THE TASK >> Among the entries that follow, how many lines contain the word "fillStyle"? Give the number alone.

DATASET RECORDS >>
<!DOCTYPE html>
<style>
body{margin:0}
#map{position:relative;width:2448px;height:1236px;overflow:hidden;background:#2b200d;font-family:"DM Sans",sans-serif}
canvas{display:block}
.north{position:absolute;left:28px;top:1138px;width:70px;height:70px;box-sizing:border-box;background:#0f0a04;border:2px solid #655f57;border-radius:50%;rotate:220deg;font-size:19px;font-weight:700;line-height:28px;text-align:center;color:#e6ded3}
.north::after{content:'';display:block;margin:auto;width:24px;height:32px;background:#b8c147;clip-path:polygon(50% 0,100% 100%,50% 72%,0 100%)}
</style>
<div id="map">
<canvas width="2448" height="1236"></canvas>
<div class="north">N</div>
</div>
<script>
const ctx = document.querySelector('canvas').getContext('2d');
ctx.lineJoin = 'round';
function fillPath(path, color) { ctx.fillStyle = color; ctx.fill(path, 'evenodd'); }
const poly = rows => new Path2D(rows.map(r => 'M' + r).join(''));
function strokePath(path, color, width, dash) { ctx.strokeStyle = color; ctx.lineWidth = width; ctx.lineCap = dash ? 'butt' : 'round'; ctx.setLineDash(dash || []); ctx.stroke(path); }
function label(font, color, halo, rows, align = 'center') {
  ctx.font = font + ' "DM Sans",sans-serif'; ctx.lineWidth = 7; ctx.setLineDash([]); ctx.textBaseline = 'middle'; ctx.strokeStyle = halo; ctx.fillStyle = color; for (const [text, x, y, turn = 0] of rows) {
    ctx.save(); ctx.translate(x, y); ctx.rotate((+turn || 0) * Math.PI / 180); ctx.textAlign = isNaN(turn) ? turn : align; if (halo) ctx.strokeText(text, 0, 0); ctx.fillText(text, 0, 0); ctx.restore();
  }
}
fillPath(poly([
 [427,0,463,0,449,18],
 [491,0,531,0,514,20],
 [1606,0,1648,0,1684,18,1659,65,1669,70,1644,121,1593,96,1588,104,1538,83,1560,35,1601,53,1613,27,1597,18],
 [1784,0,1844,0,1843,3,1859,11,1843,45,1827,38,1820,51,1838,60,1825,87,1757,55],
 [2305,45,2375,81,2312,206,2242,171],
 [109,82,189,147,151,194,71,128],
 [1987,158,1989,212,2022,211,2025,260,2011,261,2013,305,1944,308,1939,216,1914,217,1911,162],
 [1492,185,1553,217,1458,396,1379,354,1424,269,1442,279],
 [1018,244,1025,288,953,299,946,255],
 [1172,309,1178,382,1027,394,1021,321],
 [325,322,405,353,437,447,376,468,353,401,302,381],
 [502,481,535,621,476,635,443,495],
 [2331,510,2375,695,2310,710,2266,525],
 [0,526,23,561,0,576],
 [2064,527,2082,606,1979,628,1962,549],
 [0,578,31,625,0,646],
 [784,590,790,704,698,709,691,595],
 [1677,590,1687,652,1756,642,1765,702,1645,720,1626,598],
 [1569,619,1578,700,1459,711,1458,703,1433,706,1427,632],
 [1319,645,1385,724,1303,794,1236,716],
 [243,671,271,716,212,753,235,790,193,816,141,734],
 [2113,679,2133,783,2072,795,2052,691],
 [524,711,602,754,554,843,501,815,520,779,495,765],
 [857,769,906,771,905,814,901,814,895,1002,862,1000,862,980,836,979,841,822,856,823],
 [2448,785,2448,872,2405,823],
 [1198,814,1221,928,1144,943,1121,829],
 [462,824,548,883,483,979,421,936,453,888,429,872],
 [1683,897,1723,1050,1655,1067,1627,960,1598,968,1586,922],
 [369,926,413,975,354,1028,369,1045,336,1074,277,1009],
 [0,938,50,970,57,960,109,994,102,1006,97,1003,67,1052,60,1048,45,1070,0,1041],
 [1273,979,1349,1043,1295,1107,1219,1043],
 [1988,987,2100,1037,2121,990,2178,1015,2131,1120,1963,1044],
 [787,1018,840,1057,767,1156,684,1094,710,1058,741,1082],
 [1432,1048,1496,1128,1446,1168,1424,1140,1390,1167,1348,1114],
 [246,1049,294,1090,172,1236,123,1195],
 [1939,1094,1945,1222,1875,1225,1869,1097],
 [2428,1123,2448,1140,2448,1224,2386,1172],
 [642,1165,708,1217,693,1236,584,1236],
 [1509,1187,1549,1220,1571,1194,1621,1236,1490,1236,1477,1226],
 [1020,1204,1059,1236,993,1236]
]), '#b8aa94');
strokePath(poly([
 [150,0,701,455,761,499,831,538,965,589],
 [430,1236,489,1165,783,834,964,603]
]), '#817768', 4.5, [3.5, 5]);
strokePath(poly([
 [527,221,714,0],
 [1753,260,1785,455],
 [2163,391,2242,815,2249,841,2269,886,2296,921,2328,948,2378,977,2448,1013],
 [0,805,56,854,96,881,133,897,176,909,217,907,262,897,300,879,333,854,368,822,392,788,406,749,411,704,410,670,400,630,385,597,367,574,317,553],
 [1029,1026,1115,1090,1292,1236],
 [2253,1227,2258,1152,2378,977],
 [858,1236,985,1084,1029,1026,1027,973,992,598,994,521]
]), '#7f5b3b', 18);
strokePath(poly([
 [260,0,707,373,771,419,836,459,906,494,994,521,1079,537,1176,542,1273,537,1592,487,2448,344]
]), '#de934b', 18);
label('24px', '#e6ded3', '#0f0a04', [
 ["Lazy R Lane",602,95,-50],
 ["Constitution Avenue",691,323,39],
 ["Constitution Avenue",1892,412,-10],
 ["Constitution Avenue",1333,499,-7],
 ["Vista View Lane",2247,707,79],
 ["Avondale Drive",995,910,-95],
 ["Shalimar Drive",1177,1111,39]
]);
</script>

ANSWER BOX >> 2